Source information
+---+

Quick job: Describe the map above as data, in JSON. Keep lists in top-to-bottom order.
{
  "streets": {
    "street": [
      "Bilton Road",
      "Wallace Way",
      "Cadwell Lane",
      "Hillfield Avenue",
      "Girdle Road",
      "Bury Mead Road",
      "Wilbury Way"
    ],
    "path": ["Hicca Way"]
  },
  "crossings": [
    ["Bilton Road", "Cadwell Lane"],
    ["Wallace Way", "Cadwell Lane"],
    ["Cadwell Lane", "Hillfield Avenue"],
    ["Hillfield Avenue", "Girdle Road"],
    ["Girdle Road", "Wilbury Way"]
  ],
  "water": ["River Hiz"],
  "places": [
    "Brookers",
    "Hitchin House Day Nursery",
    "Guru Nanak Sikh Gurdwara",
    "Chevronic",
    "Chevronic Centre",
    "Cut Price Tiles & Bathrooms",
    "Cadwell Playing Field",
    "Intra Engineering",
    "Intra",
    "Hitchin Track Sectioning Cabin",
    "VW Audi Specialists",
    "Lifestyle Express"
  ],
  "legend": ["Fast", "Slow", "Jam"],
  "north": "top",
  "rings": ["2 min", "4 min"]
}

+---+

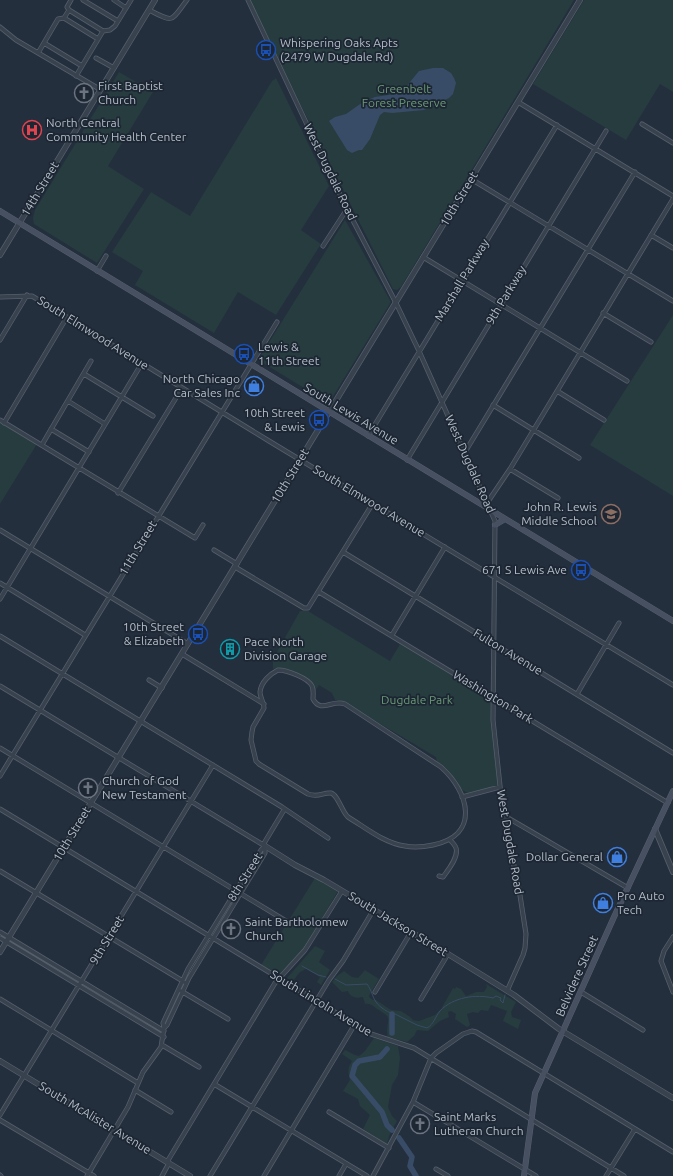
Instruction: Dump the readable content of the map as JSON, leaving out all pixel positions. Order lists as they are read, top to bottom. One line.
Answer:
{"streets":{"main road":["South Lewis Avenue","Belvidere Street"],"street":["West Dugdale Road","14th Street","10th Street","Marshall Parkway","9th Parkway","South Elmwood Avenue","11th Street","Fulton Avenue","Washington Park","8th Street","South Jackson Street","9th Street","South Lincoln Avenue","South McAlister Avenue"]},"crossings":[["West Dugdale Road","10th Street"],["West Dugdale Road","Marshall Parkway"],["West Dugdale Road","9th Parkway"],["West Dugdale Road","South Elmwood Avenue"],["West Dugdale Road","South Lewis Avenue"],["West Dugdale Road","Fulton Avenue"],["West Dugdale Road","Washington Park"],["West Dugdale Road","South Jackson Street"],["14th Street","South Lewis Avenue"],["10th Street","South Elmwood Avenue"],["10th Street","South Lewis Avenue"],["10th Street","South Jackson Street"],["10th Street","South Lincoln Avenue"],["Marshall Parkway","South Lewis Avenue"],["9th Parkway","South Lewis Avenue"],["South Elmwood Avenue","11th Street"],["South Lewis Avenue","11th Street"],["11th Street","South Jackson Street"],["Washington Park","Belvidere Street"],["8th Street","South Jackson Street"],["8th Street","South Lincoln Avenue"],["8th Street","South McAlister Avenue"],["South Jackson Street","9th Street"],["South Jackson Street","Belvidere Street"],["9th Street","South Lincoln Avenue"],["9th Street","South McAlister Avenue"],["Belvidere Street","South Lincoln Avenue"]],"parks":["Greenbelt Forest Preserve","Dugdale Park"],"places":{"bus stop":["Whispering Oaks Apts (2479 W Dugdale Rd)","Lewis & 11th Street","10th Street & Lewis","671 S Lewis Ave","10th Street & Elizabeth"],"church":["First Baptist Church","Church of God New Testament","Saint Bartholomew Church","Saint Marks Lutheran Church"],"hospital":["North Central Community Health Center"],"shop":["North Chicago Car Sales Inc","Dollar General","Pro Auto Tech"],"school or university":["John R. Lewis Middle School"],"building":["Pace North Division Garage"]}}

+---+

Aim of the task
Count every line in the listing above where the string "Hillfield" occurs, and report the count and nothing more.

Task solution
3